* RECORD EXCERPTS
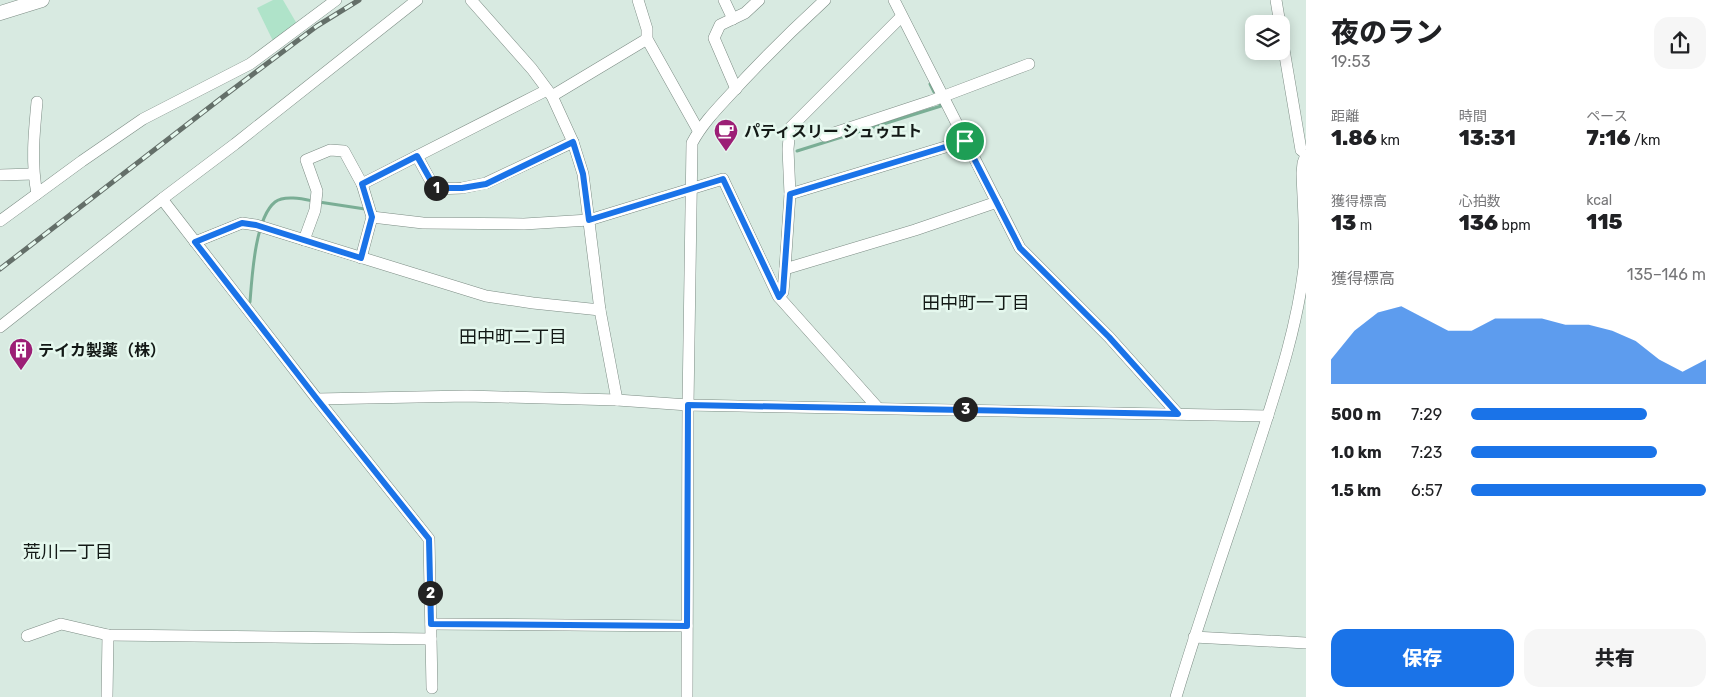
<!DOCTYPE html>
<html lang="ja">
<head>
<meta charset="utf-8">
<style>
	body { margin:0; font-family:Rubik,"Noto Sans JP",sans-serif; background:#f6f6f6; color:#202124; height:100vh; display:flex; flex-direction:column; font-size:19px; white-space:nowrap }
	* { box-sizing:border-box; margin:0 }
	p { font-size:16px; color:#757577 }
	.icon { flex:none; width:28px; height:28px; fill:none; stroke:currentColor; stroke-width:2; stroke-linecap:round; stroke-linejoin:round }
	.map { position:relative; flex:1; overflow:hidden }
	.side { display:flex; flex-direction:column; background:#fff; width:425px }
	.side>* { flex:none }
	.controls { position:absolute; left:1245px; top:15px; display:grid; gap:10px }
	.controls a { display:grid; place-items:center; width:45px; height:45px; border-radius:10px; background:#fff; box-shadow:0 2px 12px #0003; font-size:25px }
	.pin { position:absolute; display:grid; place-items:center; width:42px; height:42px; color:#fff; margin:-21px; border:2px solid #fff; border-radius:50%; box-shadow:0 1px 5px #0007 }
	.km { position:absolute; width:25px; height:25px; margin:-12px; border-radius:50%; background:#222; color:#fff; font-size:14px; line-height:25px; text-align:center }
	.round { display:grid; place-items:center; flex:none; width:52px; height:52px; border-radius:15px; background:#f6f6f6 }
	.head { display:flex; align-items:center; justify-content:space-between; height:85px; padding:0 25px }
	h1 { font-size:28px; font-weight:800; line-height:38px }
	.figures { display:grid; grid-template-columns:repeat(3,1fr); gap:8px; height:85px; padding:5px 25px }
	.figures div { display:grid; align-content:center }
	.figures b { font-size:21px; font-weight:800 }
	.figures small { font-size:14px; font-weight:400 }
	.figures p { font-size:14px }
	.chart { height:140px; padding:10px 25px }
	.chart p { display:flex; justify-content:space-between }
	.chart svg { width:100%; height:90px; margin-top:5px; fill:#1a73e8; opacity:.7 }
	.primary-button { display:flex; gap:10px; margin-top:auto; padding:10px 25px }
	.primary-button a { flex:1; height:58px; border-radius:15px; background:#1a73e8; color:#fff; font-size:20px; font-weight:800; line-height:58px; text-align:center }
	.primary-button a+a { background:#f6f6f6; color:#202124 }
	ul { padding:0 25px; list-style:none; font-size:16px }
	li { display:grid; grid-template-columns:80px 60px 1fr; align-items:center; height:38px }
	li i { height:12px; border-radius:6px; background:#1a73e8 }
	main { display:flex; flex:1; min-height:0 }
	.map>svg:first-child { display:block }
</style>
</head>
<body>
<main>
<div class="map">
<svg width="1306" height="697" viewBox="0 0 1306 697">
	<rect width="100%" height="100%" fill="#d8eae1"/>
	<polygon fill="#afe3c9" points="273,0 283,0 297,24 273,41 257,8"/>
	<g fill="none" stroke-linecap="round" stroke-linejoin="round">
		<g stroke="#7aae95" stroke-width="3">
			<polyline points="930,84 934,92"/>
			<polyline points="797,151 941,106 939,102"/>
			<polyline points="319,202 365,209"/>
			<path d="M250,302C252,277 255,218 275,202C284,195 303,199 313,201"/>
		</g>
		<defs>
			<g id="minor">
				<polyline points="471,0 532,69 552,96 573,142 583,174 600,310 617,400"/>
				<polyline points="638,0 647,29 647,39 698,130"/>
				<polyline points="724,0 733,19"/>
				<polyline points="894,0 1020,248 1109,337 1178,414"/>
				<polyline points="1276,0 1280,24"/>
				<polyline points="901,17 790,128 788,149 790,194 785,269 915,230 997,202"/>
				<polyline points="1281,32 1301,150 1306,154"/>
				<polyline points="736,89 714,38 720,25 745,13 759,0"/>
				<polyline points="552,96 647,39"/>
				<polyline points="825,136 931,101 1029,64"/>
				<polyline points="417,156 435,189 462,188 486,183 573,142"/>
				<polyline points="0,175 33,174"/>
				<polyline points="362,184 547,90"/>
				<path d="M37,194C31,163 34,133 37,102"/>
				<polyline points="790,194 965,141"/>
				<polyline points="162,199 317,399 467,396 617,400 688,405 1268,416"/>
				<polyline points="372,217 423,223 524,224 589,220 723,179 778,296 878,408"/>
				<polyline points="0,221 82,161 143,119 250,64 336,0"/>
				<polyline points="304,240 315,210 317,191 306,160 330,150 344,151 362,184 372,217 361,258"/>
				<polyline points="195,242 242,223 256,225 486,296 533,303 600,310"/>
				<polyline points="779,297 783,292 785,269"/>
				<polyline points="0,327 162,199 235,144 417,0"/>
				<polyline points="317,399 429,539 432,688"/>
				<polyline points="431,624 687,626"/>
				<polyline points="27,636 61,624 108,635 431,639"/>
				<polyline points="1194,637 1306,643"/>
				<polyline points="107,697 108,635"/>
				<path d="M687,697L688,405L692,143C701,126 714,112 727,98C758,64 791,31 825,0"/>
				<path d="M1176,697C1202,610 1233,524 1261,437C1279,381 1297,326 1304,268C1306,238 1303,203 1302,173L1303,163L1306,155"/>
			</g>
			<polyline id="major" points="0,13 42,0"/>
		</defs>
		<use href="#minor" stroke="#7c8c84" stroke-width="12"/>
		<use href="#major" stroke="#7c8c84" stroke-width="15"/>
		<use href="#minor" stroke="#fff" stroke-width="11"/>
		<use href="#major" stroke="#fff" stroke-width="14"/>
		<defs>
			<polyline id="rail" points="0,269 224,96 317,26 359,0"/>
		</defs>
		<use href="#rail" stroke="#646f69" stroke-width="5"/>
		<use href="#rail" stroke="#e5f8ee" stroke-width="3" stroke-dasharray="9" stroke-linecap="butt"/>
	</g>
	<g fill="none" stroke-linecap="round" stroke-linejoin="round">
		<defs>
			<polygon id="route" points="965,141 1020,248 1109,337 1178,414 688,405 687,626 431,624 429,539 317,399 195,242 242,223 256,225 361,258 372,217 362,184 417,156 435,188 462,188 486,184 573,142 583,174 589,220 723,179 779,297 783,292 790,194"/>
		</defs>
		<use href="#route" stroke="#fff" stroke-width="10"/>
		<use href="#route" stroke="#1a73e8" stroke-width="6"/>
	</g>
	<defs>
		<symbol id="cafe-pin" viewBox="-11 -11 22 30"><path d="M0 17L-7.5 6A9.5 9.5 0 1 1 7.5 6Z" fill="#9c1f76" stroke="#e5f8ee"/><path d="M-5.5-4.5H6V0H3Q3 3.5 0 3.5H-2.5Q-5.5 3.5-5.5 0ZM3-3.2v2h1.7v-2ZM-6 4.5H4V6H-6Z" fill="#fff"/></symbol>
		<symbol id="building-pin" viewBox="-11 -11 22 30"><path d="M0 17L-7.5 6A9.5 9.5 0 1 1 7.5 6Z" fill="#9c1f76" stroke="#e5f8ee"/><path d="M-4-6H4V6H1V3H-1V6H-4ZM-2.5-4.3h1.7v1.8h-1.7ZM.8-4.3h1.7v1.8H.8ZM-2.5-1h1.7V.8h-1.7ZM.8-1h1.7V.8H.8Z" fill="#fff"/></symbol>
	</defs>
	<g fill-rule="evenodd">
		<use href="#cafe-pin" x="712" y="117" width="28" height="38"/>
		<use href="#building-pin" x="7" y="336" width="28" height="38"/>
	</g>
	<g text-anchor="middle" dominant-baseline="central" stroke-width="5" stroke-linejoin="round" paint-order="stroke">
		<g font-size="16" font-weight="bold" fill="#131916" stroke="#e5f8ee" text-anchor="start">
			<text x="744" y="131">パティスリー シュゥエト</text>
			<text x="38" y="350">テイカ製薬（株）</text>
		</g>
		<g font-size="18" fill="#131916" stroke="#e5f8ee">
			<text x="976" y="303">田中町一丁目</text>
			<text x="513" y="337">田中町二丁目</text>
			<text x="68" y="552">荒川一丁目</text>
		</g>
	</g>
</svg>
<div class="controls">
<a><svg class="icon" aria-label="layers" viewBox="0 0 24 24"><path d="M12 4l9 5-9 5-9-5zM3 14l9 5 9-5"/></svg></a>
</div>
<div class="pin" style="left:965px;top:141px;background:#1e9e55"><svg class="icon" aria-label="arrive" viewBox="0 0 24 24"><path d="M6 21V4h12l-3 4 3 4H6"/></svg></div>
<b class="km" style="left:436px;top:188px">1</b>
<b class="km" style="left:430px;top:593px">2</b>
<b class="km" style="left:965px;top:409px">3</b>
</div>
<section class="side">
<div class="head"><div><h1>夜のラン</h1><p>19:53</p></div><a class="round"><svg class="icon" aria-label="share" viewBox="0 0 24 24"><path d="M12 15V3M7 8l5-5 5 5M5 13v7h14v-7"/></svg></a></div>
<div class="figures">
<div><p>距離</p><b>1.86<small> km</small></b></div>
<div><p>時間</p><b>13:31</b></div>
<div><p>ペース</p><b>7:16<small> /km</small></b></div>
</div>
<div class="figures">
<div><p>獲得標高</p><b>13<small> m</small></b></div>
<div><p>心拍数</p><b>136<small> bpm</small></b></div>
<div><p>kcal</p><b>115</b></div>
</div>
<div class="chart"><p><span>獲得標高</span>135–146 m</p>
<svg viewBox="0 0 160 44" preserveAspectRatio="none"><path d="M0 44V32L10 18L20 9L30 6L40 12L50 18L60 18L70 12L80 12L90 12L100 15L110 15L120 18L130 23L140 32L150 38L160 32V44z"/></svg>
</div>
<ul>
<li><b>500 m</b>7:29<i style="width:75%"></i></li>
<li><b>1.0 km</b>7:23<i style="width:79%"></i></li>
<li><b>1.5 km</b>6:57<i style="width:100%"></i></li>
</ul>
<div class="primary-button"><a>保存</a><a>共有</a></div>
</section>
</main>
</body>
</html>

* THE PROBLEM
Scan the data for the string "shadow" and copy each line in which it occurs.

* EXERCISE RESPONSE
	.controls a { display:grid; place-items:center; width:45px; height:45px; border-radius:10px; background:#fff; box-shadow:0 2px 12px #0003; font-size:25px }
	.pin { position:absolute; display:grid; place-items:center; width:42px; height:42px; color:#fff; margin:-21px; border:2px solid #fff; border-radius:50%; box-shadow:0 1px 5px #0007 }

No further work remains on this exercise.